Saved data entries
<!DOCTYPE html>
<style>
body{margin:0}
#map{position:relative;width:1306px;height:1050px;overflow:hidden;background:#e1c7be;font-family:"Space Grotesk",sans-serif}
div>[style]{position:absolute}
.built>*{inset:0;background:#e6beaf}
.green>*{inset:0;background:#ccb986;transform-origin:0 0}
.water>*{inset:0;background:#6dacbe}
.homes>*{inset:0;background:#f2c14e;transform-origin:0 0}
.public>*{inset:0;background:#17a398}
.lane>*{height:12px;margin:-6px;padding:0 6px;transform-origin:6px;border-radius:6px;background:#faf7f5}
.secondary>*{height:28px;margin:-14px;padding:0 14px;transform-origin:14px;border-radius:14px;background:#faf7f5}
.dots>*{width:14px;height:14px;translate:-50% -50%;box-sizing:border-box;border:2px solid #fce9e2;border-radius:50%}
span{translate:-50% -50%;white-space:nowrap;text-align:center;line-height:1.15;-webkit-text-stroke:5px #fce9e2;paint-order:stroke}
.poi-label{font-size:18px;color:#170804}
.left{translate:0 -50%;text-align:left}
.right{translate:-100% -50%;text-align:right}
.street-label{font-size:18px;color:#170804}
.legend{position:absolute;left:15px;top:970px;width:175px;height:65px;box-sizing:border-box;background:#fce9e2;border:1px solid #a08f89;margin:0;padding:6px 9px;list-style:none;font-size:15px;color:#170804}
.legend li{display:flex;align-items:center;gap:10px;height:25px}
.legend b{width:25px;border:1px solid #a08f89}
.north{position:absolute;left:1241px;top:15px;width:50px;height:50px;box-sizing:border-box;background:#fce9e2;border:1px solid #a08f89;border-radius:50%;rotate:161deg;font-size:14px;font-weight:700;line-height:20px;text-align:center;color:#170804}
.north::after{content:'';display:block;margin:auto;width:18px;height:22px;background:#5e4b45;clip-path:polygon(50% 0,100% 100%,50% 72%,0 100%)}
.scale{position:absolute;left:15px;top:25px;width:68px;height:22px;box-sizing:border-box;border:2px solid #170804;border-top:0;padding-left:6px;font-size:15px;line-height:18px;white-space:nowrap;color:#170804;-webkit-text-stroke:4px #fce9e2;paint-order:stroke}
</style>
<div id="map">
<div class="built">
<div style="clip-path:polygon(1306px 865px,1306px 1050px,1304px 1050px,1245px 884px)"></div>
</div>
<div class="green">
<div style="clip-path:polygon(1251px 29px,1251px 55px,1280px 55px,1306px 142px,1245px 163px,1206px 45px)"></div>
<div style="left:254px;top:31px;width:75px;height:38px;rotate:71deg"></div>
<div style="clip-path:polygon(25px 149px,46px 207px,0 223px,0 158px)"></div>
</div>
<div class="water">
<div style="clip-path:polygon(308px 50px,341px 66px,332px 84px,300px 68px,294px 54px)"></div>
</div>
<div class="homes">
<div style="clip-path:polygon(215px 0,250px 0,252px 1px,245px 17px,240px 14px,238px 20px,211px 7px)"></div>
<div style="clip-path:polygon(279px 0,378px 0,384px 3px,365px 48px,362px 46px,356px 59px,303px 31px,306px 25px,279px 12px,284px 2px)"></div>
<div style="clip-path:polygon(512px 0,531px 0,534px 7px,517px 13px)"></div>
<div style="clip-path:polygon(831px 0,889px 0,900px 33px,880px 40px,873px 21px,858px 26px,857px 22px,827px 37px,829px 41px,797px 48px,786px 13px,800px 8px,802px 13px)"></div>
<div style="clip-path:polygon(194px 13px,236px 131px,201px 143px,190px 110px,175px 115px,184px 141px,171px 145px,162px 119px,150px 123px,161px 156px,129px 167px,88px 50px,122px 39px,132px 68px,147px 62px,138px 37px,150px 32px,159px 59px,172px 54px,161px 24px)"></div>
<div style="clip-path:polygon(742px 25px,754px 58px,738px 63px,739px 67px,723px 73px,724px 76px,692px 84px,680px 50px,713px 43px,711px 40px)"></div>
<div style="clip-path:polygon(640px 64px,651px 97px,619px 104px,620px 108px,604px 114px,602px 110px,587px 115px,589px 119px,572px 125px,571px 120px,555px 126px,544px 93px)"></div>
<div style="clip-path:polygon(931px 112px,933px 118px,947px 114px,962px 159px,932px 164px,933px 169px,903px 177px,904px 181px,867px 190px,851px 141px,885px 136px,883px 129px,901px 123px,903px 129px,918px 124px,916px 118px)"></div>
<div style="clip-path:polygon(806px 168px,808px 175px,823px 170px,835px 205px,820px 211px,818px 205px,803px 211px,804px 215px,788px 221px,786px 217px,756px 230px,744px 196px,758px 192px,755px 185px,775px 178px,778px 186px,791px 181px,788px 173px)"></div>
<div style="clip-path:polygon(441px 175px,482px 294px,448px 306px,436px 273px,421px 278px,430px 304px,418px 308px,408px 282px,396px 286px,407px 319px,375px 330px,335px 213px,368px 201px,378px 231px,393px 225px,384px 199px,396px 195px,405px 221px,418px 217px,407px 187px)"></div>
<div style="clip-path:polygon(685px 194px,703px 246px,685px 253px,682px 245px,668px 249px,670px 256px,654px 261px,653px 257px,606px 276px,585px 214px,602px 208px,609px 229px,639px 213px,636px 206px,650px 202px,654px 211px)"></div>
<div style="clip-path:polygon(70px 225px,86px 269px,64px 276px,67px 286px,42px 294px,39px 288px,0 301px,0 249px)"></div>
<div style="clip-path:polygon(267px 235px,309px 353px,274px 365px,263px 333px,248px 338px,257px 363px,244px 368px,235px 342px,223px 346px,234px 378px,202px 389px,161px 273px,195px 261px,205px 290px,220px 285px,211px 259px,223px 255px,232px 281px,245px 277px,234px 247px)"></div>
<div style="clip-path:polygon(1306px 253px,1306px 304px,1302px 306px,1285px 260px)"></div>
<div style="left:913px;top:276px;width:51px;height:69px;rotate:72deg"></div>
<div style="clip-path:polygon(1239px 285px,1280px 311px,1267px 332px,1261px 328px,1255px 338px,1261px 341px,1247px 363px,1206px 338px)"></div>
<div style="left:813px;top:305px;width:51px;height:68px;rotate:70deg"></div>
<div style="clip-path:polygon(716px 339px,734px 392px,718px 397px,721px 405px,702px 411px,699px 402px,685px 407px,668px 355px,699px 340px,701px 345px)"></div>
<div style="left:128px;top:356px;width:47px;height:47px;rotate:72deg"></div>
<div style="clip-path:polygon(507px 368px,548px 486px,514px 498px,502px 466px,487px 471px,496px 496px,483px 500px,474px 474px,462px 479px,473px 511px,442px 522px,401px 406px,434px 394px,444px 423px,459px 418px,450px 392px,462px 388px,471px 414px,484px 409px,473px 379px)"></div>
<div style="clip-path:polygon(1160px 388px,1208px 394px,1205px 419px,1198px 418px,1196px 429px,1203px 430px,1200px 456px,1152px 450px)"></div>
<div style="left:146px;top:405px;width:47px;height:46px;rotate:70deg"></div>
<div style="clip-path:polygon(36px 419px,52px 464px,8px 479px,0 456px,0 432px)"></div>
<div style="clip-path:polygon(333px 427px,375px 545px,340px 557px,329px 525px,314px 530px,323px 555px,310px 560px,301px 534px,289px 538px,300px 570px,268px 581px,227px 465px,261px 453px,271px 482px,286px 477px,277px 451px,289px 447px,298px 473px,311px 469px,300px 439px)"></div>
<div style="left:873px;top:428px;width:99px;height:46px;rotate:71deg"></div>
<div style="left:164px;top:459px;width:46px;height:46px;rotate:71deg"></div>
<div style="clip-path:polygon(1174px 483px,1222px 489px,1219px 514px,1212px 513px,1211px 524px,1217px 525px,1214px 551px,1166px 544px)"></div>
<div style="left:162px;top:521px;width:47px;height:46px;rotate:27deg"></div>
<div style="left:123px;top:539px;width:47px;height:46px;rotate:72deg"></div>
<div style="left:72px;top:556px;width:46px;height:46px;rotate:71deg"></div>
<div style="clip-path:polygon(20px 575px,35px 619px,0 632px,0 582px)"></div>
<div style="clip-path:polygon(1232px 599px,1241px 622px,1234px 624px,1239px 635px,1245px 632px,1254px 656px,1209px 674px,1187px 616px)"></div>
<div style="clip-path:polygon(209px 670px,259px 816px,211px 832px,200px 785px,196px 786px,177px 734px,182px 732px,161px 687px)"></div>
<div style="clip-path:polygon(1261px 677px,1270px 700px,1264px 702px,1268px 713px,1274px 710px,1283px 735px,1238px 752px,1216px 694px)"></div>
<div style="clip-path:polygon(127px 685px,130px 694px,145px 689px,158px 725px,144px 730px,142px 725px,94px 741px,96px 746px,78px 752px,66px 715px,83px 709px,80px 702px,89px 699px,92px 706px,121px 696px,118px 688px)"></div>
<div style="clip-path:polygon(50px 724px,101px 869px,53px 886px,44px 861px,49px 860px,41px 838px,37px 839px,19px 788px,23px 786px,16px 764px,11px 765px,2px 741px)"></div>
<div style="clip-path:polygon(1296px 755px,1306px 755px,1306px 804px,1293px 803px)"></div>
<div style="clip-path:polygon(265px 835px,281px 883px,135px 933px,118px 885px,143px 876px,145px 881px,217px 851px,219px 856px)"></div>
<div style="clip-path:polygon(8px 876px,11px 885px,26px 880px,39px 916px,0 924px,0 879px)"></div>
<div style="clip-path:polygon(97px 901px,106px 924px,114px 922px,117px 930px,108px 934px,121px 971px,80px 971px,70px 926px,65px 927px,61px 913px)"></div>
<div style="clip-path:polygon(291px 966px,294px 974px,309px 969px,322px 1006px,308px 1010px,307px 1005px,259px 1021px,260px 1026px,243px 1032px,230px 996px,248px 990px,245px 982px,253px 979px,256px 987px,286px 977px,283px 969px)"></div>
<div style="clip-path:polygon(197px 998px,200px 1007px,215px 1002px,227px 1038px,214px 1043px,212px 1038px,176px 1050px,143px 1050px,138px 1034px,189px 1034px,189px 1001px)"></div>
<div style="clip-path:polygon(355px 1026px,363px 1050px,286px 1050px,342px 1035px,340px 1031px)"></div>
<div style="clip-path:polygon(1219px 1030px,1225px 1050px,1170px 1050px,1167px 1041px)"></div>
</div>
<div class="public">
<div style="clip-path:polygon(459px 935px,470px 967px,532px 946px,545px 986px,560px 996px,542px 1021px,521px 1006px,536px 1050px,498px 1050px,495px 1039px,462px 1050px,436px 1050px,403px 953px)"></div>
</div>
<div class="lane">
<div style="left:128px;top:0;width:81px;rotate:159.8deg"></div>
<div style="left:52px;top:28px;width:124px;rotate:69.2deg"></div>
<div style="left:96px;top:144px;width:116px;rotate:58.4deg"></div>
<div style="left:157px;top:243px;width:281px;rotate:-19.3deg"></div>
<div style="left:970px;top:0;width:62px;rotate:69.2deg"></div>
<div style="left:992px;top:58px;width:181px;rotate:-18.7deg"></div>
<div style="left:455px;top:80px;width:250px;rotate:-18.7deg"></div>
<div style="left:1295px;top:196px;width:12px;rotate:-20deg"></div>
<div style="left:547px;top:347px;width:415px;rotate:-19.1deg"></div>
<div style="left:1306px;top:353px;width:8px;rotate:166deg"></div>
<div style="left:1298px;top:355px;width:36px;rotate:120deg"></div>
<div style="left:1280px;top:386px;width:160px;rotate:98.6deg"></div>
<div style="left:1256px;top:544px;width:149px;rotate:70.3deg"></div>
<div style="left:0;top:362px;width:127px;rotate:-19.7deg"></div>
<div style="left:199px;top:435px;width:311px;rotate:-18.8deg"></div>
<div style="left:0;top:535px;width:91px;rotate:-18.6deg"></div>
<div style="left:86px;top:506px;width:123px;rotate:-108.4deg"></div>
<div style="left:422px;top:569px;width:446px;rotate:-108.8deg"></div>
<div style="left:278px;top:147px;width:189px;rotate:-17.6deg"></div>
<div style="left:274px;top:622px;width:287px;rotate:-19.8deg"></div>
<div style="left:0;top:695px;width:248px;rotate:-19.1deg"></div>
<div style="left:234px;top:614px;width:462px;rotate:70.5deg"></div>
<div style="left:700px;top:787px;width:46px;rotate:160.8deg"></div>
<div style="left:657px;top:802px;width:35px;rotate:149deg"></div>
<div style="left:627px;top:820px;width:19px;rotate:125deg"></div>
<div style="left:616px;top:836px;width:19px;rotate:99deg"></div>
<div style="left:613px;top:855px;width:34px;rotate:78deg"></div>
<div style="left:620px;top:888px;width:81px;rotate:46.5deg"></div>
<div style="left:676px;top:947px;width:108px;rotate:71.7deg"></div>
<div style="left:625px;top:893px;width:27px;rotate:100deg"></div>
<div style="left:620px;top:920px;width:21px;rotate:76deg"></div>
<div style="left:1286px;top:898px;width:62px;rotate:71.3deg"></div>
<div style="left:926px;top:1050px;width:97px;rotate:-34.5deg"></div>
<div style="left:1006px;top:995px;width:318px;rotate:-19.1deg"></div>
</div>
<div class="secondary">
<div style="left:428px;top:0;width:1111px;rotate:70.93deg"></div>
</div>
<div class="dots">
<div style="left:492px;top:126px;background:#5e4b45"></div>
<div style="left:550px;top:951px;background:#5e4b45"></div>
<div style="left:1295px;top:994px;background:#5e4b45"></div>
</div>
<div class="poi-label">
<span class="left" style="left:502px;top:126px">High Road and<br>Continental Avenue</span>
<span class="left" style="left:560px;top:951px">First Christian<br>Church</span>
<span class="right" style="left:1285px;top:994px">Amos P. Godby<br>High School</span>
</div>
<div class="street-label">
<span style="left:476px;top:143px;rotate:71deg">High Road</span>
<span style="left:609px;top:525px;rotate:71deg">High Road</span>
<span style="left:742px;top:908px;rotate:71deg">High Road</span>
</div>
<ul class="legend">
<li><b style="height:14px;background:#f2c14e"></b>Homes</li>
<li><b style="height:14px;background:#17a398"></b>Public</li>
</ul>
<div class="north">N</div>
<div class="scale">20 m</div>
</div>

_Required action_
Using the records above, report the number of lines that include the string "green", with nothing added.

_Result of the task_
2